I hate this day so much.

Deep down I know that this is for the best. I know that without this procedure there is a possibility that the “D” will wreak havoc on my eyes without me noticing it physically until it is too late.

Hell, maybe it has.

Maybe that is what I hate the most. The idea that this afternoon I may find out that becoming a B.A.D. a year ago was just too little too late. The thought of it sickens me. I am terrified of going blind, losing my toes, needing to be on dialysis. All of that stuff that is possibly in my future. At least that is what every brochure I have ever seen always said.

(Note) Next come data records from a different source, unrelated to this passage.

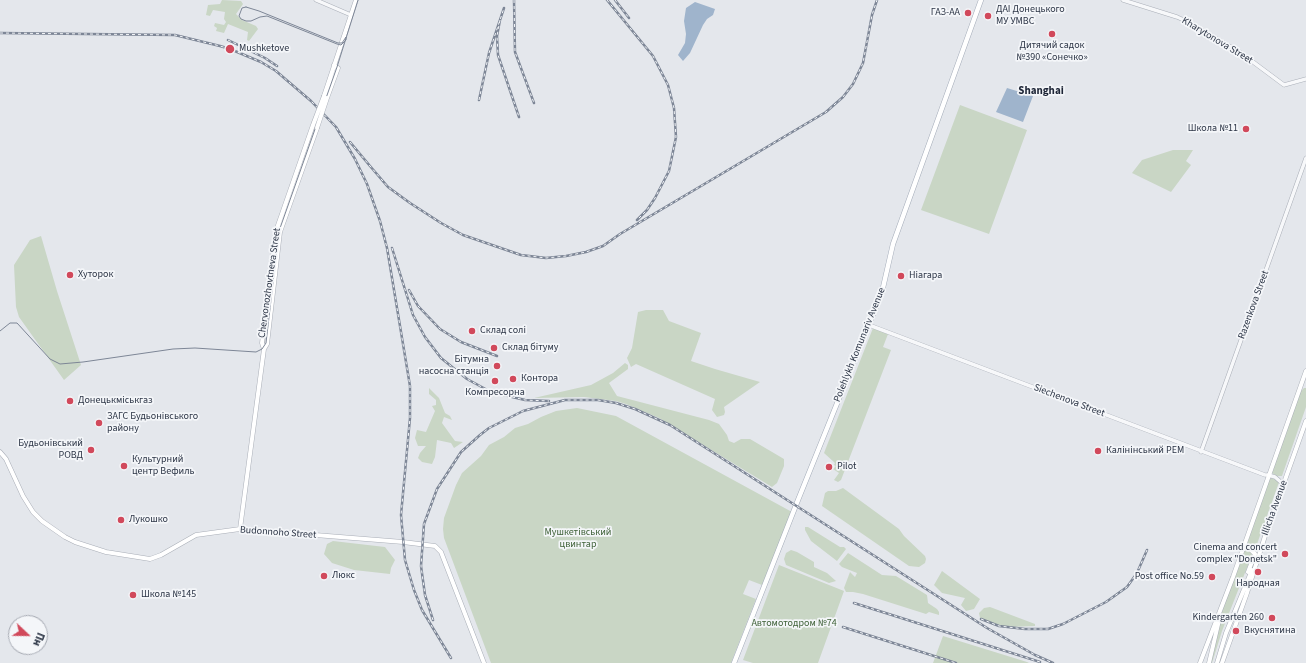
<!DOCTYPE html>
<html>
<head>
<meta charset="utf-8">
<style>
	body { margin:0 }
	#map { position:relative; width:1306px; height:663px; overflow:hidden; background:#e4e7ec; font-family:"Source Sans 3",sans-serif }
	canvas { display:block }
	.north { position:absolute; left:8px; top:615px; width:40px; height:40px; box-sizing:border-box; background:#f4f6f9; border:1px solid #a4a8b1; border-radius:50%; rotate:112deg; font-size:11px; font-weight:700; line-height:16px; text-align:center; color:#2b3445 }
	.north::after { content:''; display:block; margin:auto; width:14px; height:18px; background:#d1495b; clip-path:polygon(50% 0,100% 100%,50% 72%,0 100%) }
</style>
</head>
<body>
<div id="map">
<canvas width="1306" height="663"></canvas>
<div class="north">Пн</div>
</div>
<script>
const context = document.querySelector('canvas').getContext('2d');
context.lineJoin = 'round';
function fillPath(path, color) { context.fillStyle = color; context.fill(path, 'evenodd'); }
const poly = rows => new Path2D(rows.map(r => 'M' + r).join(''));
function strokePath(path, color, width, dash) { context.strokeStyle = color; context.lineWidth = width; context.lineCap = dash ? 'butt' : 'round'; context.setLineDash(dash || []); context.stroke(path); }
function drawText(font, color, halo, rows, align = 'center') {
  context.font = font + ' "Source Sans 3",sans-serif'; context.lineWidth = 3.5; context.setLineDash([]); context.textBaseline = 'middle'; context.strokeStyle = halo; context.fillStyle = color; for (const [text, x, y, turn = 0] of rows) {
    context.save(); context.translate(x, y); context.rotate((+turn || 0) * Math.PI / 180); context.textAlign = isNaN(turn) ? turn : align; if (halo) context.strokeText(text, 0, 0); context.fillText(text, 0, 0); context.restore();
  }
}
fillPath(poly([
	[222,0,241,1,243,4,236,14,242,20,256,26,258,29,249,41,247,40,248,32,228,24,224,33,216,31,217,28,214,26,215,23,224,25,226,22,224,19,225,12,213,10,210,16,206,15,208,5,220,4],
	[960,105,1027,130,989,234,921,210],
	[1173,150,1193,150,1186,161,1191,165,1171,192,1132,173,1142,160],
	[41,236,57,291,81,365,64,380,19,317,16,307,14,265,30,240],
	[646,310,663,310,669,321,701,333,691,361,715,369,760,382,724,407,725,412,724,415,717,417,712,410,715,399,636,364,631,367,627,358,632,348,638,312],
	[873,328,888,334,883,347,891,350,841,480,838,482,834,480,839,473,833,469,836,466,834,465,835,463,824,453],
	[625,363,628,365,628,369,609,383,617,396,709,420,719,424,727,435,729,441,734,443,741,439,750,439,784,459,784,466,777,483,772,487,659,418,626,404,616,401,584,397,534,398,591,385,613,373],
	[429,388,439,398,445,413,450,416,452,420,444,417,442,423,455,441,463,442,454,448,451,443,437,440,435,457,432,464,422,462,418,458,420,453,426,446,418,446,415,438,417,430,426,432,435,411,432,406,436,405,436,400,429,394],
	[1304,388,1306,388,1306,407,1283,473,1282,476,1277,476,1272,473,1300,392],
	[577,408,616,416,792,512,762,585,749,580,743,594,756,599,731,663,491,663,444,538,443,529,444,518,456,485,462,473,481,456,489,445,504,437,515,428,528,424,541,417,556,411],
	[1272,478,1279,482,1278,485,1257,544,1254,546,1251,546,1248,544,1248,540,1269,479],
	[843,488,899,529,904,536,925,556,926,559,925,563,919,567,909,566,822,506,825,493,828,491,836,491],
	[805,527,808,527,840,547,844,547,846,549,837,561,811,541,805,530],
	[333,541,385,547,395,560,391,568,390,574,354,570,332,563,324,554,327,544],
	[1247,549,1251,552,1252,555,1222,631,1212,663,1210,663,1223,607,1243,552],
	[791,550,797,552,814,562,814,567,827,573,836,581,829,583,786,565,784,559,786,553],
	[848,553,882,575,896,576,927,595,928,603,937,609,939,612,939,615,929,612,926,614,863,594,853,592,846,592,844,588,850,572,855,577,857,573,842,567,839,564],
	[779,565,844,591,818,663,753,663,743,660],
	[942,571,980,599,974,609,966,611,961,605,965,598,942,593,934,585],
	[990,607,1035,624,1035,626,1009,627,995,624,980,618,979,613,984,608],
	[943,636,1027,662,1029,663,933,663]
]), '#c9d6c5');
fillPath(poly([
	[695,2,715,9,713,15,707,19,703,25,690,53,683,61,678,55,685,43,686,34,684,21,686,8],
	[1007,88,1033,96,1023,122,996,112]
]), '#9fb4cc');
const tertiary = poly([
	[316,0,351,15],
	[1123,0,1177,17,1186,21,1241,53,1284,85,1306,79],
	[869,325,1265,475,1268,475,1275,477,1283,484],
	[1201,452,1306,158]
]);
const secondary = poly([
	[324,96,356,0],
	[327,98,338,68,334,65],
	[264,349,262,343,276,231,313,125],
	[0,452,6,459,23,496,33,512,42,521,65,537,75,542,106,552,150,559,161,555,196,535,240,529,403,542,435,546,441,552,484,663],
	[240,529,264,349,267,344,280,232,317,128],
	[1242,550,1246,548,1250,549,1255,554,1248,572],
	[1200,663,1233,577,1306,371],
	[1209,663,1220,616],
	[1217,663,1226,633,1252,570],
	[1222,663,1247,593,1265,536,1306,421]
]);
const primary = poly([
	[734,663,796,505,882,292,893,244,981,0]
]);
strokePath(tertiary, '#a9aeb7', 4.5);
strokePath(secondary, '#a9aeb7', 5);
strokePath(primary, '#a3abb8', 5.5);
strokePath(tertiary, '#f7f8fa', 3.5);
strokePath(secondary, '#fff', 4);
strokePath(primary, '#fff', 4.5);
strokePath(poly([
	[246,7,259,11,338,43,342,43,346,37,346,40,341,45,337,44,267,16,260,17,251,21,246,21,241,19,239,16,242,8,246,7],
	[0,331,10,323,17,323,50,359,60,364,83,362,173,349,195,348,256,352,262,349,266,343,279,231,337,67,358,0]
]), '#7d8696', 1);
const rail = poly([
	[514,0,515,52,534,103],
	[607,0,653,56,668,85,674,108,676,137,669,171,655,198,647,210,637,220],
	[615,0,629,18],
	[500,20,497,36,498,55,519,117],
	[0,33,175,35,220,46,230,49,261,62,276,71,311,101,336,127,355,159,367,184,380,221,387,248,410,386,410,418,401,515,405,560,414,590,422,610,451,658],
	[228,40,265,58,277,66],
	[479,100,489,53,504,8],
	[350,142,370,166,388,187,410,203,441,223,463,235,521,255,546,258,566,256,586,252,603,246,620,234,826,112,843,97,853,84,863,63,872,15,877,0],
	[392,248,413,315,425,337,441,358,467,379,491,392,525,400,549,401],
	[409,290,418,306,440,329,461,342,497,356],
	[854,603,1040,662],
	[981,619,999,626,1025,629,1048,629,1063,624,1106,602,1127,587,1137,573,1147,550],
	[433,620,425,595,421,566,424,524,437,489,461,452,480,435,489,428,523,411,565,400,598,400,616,403,635,409,670,425,987,628,1035,655,1053,663],
	[843,627,956,663]
]);
strokePath(rail, '#7d8696', 2.5);
strokePath(rail, '#f4f6f9', 1, [3]);
const secondaryBridge = poly([
	[313,125,324,96],
	[317,128,327,98]
]);
strokePath(secondaryBridge, '#a9aeb7', 5, []);
strokePath(secondaryBridge, '#fff', 4);
for (const [x, y, r, color] of [
	[968,13,4,"#d1495b"],
	[988,16,4,"#d1495b"],
	[1052,34,4,"#d1495b"],
	[230,49,5,"#d1495b"],
	[1246,129,4,"#d1495b"],
	[70,275,4,"#d1495b"],
	[901,276,4,"#d1495b"],
	[472,331,4,"#d1495b"],
	[494,348,4,"#d1495b"],
	[497,366,4,"#d1495b"],
	[513,379,4,"#d1495b"],
	[495,381,4,"#d1495b"],
	[70,401,4,"#d1495b"],
	[99,423,4,"#d1495b"],
	[91,450,4,"#d1495b"],
	[1098,451,4,"#d1495b"],
	[124,466,4,"#d1495b"],
	[829,467,4,"#d1495b"],
	[121,520,4,"#d1495b"],
	[1285,554,4,"#d1495b"],
	[1258,572,4,"#d1495b"],
	[324,576,4,"#d1495b"],
	[1212,577,4,"#d1495b"],
	[133,595,4,"#d1495b"],
	[1272,618,4,"#d1495b"],
	[1236,631,4,"#d1495b"]
]) { const dot = new Path2D(); dot.arc(x, y, r, 0, 2 * Math.PI); context.fillStyle = color; context.fill(dot); strokePath(dot, '#f4f6f9', 1.5); }
drawText('10px', '#2b3445', '#f4f6f9', [
	["ДАІ Донецького",996,10],
	["МУ УМВС",996,22],
	["ГАЗ-АА",960,13,"right"],
	["Дитячий садок",1052,46,"center"],
	["№390 «Сонечко»",1052,58,"center"],
	["Mushketove",239,49],
	["Школа №11",1238,129,"right"],
	["Хуторок",78,275],
	["Ніагара",909,276],
	["Склад солі",480,331],
	["Склад бітуму",502,348],
	["Бітумна",489,360,"right"],
	["насосна станція",489,372,"right"],
	["Контора",521,379],
	["Компресорна",495,393,"center"],
	["Донецькміськгаз",78,401],
	["ЗАГС Будьонівського",107,417],
	["району",107,429],
	["Будьонівський",83,444,"right"],
	["РОВД",83,456,"right"],
	["Калінінський РЕМ",1106,451],
	["Культурний",132,460],
	["центр Вефиль",132,472],
	["Pilot",837,467],
	["Лукошко",129,520],
	["Cinema and concert",1277,548,"right"],
	["complex \"Donetsk\"",1277,560,"right"],
	["Люкс",332,576],
	["Post office No.59",1204,577,"right"],
	["Народная",1258,584,"center"],
	["Школа №145",141,595],
	["Kindergarten 260",1264,618,"right"],
	["Вкуснятина",1244,631]
], 'left');
drawText('10px', '#2b3445', '#f4f6f9', [
	["Kharytonova Street",1217,41,31],
	["Chervonozhovtneva Street",270,283,-82],
	["Razenkova Street",1254,305,-70],
	["Polehlykh Komunariv Avenue",860,345,-68],
	["Siechenova Street",1069,401,21],
	["Illicha Avenue",1275,508,-70],
	["Budonnoho Street",278,533,4]
]);
drawText('10px', '#3f6138', '#f4f6f9', [
	["Мушкетівський",578,533],
	["цвинтар",578,545],
	["Автомотодром №74",794,624]
]);
drawText('bold 11px', '#1d2536', '#f4f6f9', [
	["Shanghai",1041,92]
]);
</script>
</body>
</html>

Tomorrow is always the best day of the year for me.

Here’s to tomorrow.

Thursday
Jan252007

Master P Has My Back!

Literally.

I have decided to try a new site on my back. Well as far around my side and I can twist (without dancing of course). And something very strange happened. My BG has been very VERY good.

Now, I can honestly say that I have not changed my eating habits or really anything else that would attribute except for this site change. Could a site in a very good spot make this big of a difference? It makes me wonder if I have a lot of scar tissue in my stomach or something that is causing bad absorption.

Either way I am enjoying the great BG’s and the AWESOME *Postprandial BG’s! I had been running high for so long. It is nice to actually have a few Hypo’s (I know that sounds awful but I think you all know what I mean).

Do any of you find that this is an issue? All those years taking shots only in my stomach, I wonder if I ruined the real estate. That would be a shame since it has increased in size recently. That is a lot of potential land to lose! LOL

*Postprandial BG = After mealtime Blood Glucose

Tuesday
Jan232007

You Tube Tuesday #4

A friend of mine swears that this exercise fad helped her lose 30 pounds.

I must confess that I did try it once. It is hard to do any of this program without laughing or continually making sure no one is watching. I think this was the only time in my life I have ever been embarrassed while being completely alone.

*EDIT 1/25/07 - The original clip I posted was taken down. I found another one. I had to have something for you all to see!